Billy's Boffo Broadway Sales

And the new king of Broadway is . . . Billy Crystal (search).

With a month to go before it begins previews at the Broadhurst Theatre, "700 Sundays" (search) — Crystal's autobiographical one-man show about growing up in New York — has already sold more than $6 million worth of tickets, The Post has learned.

That's the highest advance of any production this fall, and the highest advance for any nonmusical play in Broadway history.

If ticket sales continue at this pace, Crystal's show should be able to bank between $9 million and $10 million by the time it plays its first preview Nov. 12, theater sources estimate.

A $10 million advance is considered extremely strong for a musical. For a one-man show, it is unheard of.

As both the star and the chief backer of the show, Crystal stands to make about $5 million for his four-month run, theater sources estimate. That's a weekly paycheck of more than $250,000, which would make Crystal the highest-paid performer in Broadway history.

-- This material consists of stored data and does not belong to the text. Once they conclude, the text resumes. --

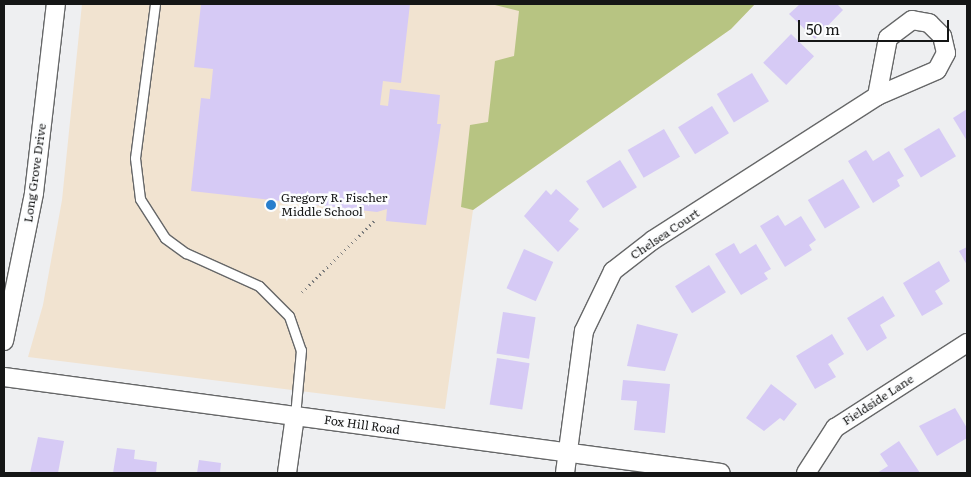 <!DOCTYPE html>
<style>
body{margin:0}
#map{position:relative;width:971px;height:477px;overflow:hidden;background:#eeeff1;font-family:Literata,serif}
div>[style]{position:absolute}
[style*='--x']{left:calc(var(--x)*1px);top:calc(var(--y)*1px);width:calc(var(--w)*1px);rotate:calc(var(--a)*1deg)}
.education>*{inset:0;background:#f1e3d0}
.green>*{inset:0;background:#b7c482}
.building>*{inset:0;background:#d6caf5;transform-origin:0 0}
.path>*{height:3px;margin-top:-1.5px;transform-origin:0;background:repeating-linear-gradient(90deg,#797a7b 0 1px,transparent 0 5px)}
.roads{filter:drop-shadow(1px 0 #666768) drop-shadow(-1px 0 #666768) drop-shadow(0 1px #666768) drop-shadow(0 -1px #666768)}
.service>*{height:9px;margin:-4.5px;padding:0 4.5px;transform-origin:4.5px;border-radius:4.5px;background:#fff}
.minor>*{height:18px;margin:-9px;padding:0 9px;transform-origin:9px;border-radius:9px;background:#fff}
.dots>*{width:14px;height:14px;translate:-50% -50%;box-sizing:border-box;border:2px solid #fcfdfe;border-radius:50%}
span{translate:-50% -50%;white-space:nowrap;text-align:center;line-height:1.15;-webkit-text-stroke:5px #fcfdfe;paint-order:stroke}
.street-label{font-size:12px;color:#151616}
.poi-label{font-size:12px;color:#151616}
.left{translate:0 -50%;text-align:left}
.frame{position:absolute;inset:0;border:5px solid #151616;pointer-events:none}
.scale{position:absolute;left:798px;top:20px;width:151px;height:22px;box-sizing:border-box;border:2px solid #151616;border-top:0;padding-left:6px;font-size:15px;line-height:18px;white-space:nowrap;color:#151616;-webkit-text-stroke:4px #fcfdfe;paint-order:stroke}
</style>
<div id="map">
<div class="education">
<i style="clip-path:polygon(82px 4px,755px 4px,731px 29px,473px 210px,445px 409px,28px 357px,43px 305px,62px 200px)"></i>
</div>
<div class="green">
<i style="clip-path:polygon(491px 4px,755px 4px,731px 29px,473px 210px,461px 207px,470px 125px,488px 122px,495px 61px,514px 56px,519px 11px)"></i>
</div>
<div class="building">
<i style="clip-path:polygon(201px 4px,410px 4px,401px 83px,383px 81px,380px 105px,388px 106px,390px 89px,440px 95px,437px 124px,441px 124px,426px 225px,386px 221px,387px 209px,377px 212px,191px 191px,201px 98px,210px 99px,213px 69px,194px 67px)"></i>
<i style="clip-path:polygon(800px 4px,837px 4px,843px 10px,815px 39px,789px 14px)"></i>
<i style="left:791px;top:34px;width:32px;height:40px;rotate:44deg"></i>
<i style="left:752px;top:73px;width:33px;height:41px;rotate:59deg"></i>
<i style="left:712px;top:106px;width:32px;height:40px;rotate:58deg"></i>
<i style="clip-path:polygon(967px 109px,967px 141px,953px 118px)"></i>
<i style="left:939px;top:128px;width:33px;height:41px;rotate:59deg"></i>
<i style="left:664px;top:129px;width:32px;height:42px;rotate:60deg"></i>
<i style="clip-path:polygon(866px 150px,873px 161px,889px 151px,904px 176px,897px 180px,900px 186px,873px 203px,848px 161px)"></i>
<i style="left:620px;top:160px;width:32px;height:40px;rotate:58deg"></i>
<i style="left:843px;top:179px;width:33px;height:41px;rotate:59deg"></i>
<i style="clip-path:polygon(556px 189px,579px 209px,569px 221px,579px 229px,558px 252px,524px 216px,546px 190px,551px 195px)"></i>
<i style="clip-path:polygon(778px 215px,785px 226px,801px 216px,816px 240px,809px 245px,812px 250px,785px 267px,760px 226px)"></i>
<i style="clip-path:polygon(734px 243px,740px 254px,756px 244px,771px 269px,764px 273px,768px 279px,741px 295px,715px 254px)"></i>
<i style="clip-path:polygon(967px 247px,967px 265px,959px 251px)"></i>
<i style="left:524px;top:249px;width:32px;height:43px;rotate:24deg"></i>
<i style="clip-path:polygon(939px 261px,950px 281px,935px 291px,943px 304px,922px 316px,903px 283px)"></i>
<i style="left:709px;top:265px;width:32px;height:40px;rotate:58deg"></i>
<i style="clip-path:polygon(883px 296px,895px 316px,880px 325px,887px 338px,867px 351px,847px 318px)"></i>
<i style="left:503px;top:312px;width:33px;height:42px;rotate:9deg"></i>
<i style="clip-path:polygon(637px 324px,678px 334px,665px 371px,627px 366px)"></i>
<i style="clip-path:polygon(832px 334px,844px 354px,828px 364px,836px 377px,815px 389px,796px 356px)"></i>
<i style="left:497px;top:358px;width:33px;height:47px;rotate:9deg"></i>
<i style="clip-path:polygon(623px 380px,670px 384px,665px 433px,634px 430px,637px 401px,621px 400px)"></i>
<i style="clip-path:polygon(771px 384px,797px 404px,784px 421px,780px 418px,764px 431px,746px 418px)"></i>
<i style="clip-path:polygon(955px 408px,967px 428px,967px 438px,937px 456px,919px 426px)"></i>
<i style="clip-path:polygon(38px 437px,64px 441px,58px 473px,30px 473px)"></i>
<i style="clip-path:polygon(899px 441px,920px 473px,877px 473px,888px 466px,880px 454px)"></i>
<i style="clip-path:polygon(117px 448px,135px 450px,134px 459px,157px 462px,156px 473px,113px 473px)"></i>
<i style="clip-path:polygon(199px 460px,221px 463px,220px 473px,197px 473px)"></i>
</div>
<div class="path">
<i style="--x:302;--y:292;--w:104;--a:-44.6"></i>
</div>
<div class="roads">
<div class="service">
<i style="--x:155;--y:4;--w:155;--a:97.4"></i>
<i style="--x:135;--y:158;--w:41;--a:83"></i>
<i style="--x:140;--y:199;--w:46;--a:57.3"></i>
<i style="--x:165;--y:238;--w:26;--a:36"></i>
<i style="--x:186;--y:253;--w:80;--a:24.3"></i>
<i style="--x:259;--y:286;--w:42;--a:45"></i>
<i style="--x:289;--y:316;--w:36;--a:71"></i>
<i style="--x:301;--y:350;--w:66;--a:95.2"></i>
</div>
<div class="minor">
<i style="--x:4;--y:341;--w:151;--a:-78.5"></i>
<i style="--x:34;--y:193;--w:190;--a:-83.4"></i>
<i style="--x:4;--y:377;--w:723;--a:7.63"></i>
<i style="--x:287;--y:473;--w:58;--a:-82"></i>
<i style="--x:565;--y:473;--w:143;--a:-82.4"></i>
<i style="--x:584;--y:331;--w:67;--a:-64.2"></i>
<i style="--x:613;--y:271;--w:51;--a:-37.8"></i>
<i style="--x:653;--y:240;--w:266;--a:-32.7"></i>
<i style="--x:877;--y:96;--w:65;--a:-23.4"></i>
<i style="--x:937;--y:70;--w:19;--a:-62"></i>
<i style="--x:946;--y:53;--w:17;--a:-103"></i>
<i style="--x:942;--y:36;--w:18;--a:-135"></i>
<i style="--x:929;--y:23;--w:17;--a:-170"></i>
<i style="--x:912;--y:20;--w:30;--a:143"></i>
<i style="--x:888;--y:38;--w:59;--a:100.7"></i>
<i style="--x:806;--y:473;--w:54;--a:-57.2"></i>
<i style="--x:835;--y:428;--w:157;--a:-32.8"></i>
</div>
</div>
<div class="dots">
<i style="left:271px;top:205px;background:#287ecc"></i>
</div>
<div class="street-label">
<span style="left:35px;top:173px;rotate:-82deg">Long Grove Drive</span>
<span style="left:665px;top:234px;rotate:-34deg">Chelsea Court</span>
<span style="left:878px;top:400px;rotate:-33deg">Fieldside Lane</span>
<span style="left:362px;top:425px;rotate:8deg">Fox Hill Road</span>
</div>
<div class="poi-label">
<span class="left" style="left:281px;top:205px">Gregory R. Fischer<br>Middle School</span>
</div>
<div class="frame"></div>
<div class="scale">50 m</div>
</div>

Larry Magid, who is co-producing the show with Crystal's wife, Janice, declined to discuss the advance in detail, but said: "We are very, very pleased with sales at this point. We were always confident that people would want to see Billy on Broadway in the right vehicle."

None of the other one-person shows scheduled to open this fall can touch "700 Sundays." Advances are said to be well under $500,000 for Eve Ensler's, Mario Cantone's (search) and Dame Edna's shows.

Sales are especially weak for Whoopi Goldberg, who trots out her 1980s routine at the Lyceum next month.

"Billy Crystal is selling so well, he's sucking business from everybody else," one producer noted.

"700 Sundays," which opens Dec. 5, is scheduled to run only until March 6, although it could be extended into the summer.

"He is running a very lean operation," one theater source said of Crystal's foray onto Broadway. "There are no frills."

In "700 Sundays," Crystal will recount his childhood on Long Island and his relationship with his father, who managed the Commodore Music Store.